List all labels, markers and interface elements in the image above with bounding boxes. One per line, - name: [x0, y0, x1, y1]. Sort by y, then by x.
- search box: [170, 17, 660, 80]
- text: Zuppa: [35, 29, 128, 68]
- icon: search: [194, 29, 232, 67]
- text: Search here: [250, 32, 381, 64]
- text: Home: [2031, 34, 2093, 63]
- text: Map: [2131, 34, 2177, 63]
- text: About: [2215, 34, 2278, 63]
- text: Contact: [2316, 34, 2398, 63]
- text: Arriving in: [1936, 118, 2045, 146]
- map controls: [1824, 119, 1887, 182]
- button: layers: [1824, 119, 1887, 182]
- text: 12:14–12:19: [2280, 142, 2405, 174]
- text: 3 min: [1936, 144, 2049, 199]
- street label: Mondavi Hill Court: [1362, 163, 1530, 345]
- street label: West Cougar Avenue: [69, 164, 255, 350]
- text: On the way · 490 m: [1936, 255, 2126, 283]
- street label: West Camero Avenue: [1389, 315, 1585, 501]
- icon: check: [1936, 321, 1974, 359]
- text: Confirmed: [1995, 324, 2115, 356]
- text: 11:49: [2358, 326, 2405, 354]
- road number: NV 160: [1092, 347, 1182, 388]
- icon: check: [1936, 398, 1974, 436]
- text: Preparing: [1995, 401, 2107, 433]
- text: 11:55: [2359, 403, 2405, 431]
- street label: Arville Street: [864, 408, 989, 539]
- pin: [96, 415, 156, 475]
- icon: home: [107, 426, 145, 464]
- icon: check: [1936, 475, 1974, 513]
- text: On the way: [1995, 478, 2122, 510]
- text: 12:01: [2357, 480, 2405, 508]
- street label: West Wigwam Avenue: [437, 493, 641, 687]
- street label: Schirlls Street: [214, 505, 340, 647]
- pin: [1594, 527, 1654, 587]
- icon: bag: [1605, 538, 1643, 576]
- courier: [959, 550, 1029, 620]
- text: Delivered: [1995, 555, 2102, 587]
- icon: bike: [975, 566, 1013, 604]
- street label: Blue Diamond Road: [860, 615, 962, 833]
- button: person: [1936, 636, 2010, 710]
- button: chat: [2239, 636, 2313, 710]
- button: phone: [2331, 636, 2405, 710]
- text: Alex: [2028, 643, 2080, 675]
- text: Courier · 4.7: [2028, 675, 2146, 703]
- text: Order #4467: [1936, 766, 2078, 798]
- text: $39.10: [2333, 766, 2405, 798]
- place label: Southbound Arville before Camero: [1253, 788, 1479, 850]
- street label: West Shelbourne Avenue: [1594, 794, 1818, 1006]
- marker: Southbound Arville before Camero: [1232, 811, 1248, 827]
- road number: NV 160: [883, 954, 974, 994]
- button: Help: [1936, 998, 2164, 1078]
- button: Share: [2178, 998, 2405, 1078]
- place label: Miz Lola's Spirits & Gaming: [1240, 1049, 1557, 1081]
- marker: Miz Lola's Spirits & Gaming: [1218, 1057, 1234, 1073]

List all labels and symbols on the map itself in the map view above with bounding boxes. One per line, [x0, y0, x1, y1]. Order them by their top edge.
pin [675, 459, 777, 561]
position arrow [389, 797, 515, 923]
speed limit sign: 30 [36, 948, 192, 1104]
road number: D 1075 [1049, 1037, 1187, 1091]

......

**Problem to solve**: Reproduce all of the data exactly as given.

**Exercise answer**:
List all labels, markers and interface elements in the image above with bounding boxes. One per line, - name: [x0, y0, x1, y1]. Sort by y, then by x.
- search box: [170, 17, 660, 80]
- text: Zuppa: [35, 29, 128, 68]
- icon: search: [194, 29, 232, 67]
- text: Search here: [250, 32, 381, 64]
- text: Home: [2031, 34, 2093, 63]
- text: Map: [2131, 34, 2177, 63]
- text: About: [2215, 34, 2278, 63]
- text: Contact: [2316, 34, 2398, 63]
- text: Arriving in: [1936, 118, 2045, 146]
- map controls: [1824, 119, 1887, 182]
- button: layers: [1824, 119, 1887, 182]
- text: 12:14–12:19: [2280, 142, 2405, 174]
- text: 3 min: [1936, 144, 2049, 199]
- street label: Mondavi Hill Court: [1362, 163, 1530, 345]
- street label: West Cougar Avenue: [69, 164, 255, 350]
- text: On the way · 490 m: [1936, 255, 2126, 283]
- street label: West Camero Avenue: [1389, 315, 1585, 501]
- icon: check: [1936, 321, 1974, 359]
- text: Confirmed: [1995, 324, 2115, 356]
- text: 11:49: [2358, 326, 2405, 354]
- road number: NV 160: [1092, 347, 1182, 388]
- icon: check: [1936, 398, 1974, 436]
- text: Preparing: [1995, 401, 2107, 433]
- text: 11:55: [2359, 403, 2405, 431]
- street label: Arville Street: [864, 408, 989, 539]
- pin: [96, 415, 156, 475]
- icon: home: [107, 426, 145, 464]
- icon: check: [1936, 475, 1974, 513]
- text: On the way: [1995, 478, 2122, 510]
- text: 12:01: [2357, 480, 2405, 508]
- street label: West Wigwam Avenue: [437, 493, 641, 687]
- street label: Schirlls Street: [214, 505, 340, 647]
- pin: [1594, 527, 1654, 587]
- icon: bag: [1605, 538, 1643, 576]
- courier: [959, 550, 1029, 620]
- text: Delivered: [1995, 555, 2102, 587]
- icon: bike: [975, 566, 1013, 604]
- street label: Blue Diamond Road: [860, 615, 962, 833]
- button: person: [1936, 636, 2010, 710]
- button: chat: [2239, 636, 2313, 710]
- button: phone: [2331, 636, 2405, 710]
- text: Alex: [2028, 643, 2080, 675]
- text: Courier · 4.7: [2028, 675, 2146, 703]
- text: Order #4467: [1936, 766, 2078, 798]
- text: $39.10: [2333, 766, 2405, 798]
- place label: Southbound Arville before Camero: [1253, 788, 1479, 850]
- street label: West Shelbourne Avenue: [1594, 794, 1818, 1006]
- marker: Southbound Arville before Camero: [1232, 811, 1248, 827]
- road number: NV 160: [883, 954, 974, 994]
- button: Help: [1936, 998, 2164, 1078]
- button: Share: [2178, 998, 2405, 1078]
- place label: Miz Lola's Spirits & Gaming: [1240, 1049, 1557, 1081]
- marker: Miz Lola's Spirits & Gaming: [1218, 1057, 1234, 1073]

List all labels and symbols on the map itself in the map view above with bounding boxes. One per line, [x0, y0, x1, y1]. Order them by their top edge.
pin [675, 459, 777, 561]
position arrow [389, 797, 515, 923]
speed limit sign: 30 [36, 948, 192, 1104]
road number: D 1075 [1049, 1037, 1187, 1091]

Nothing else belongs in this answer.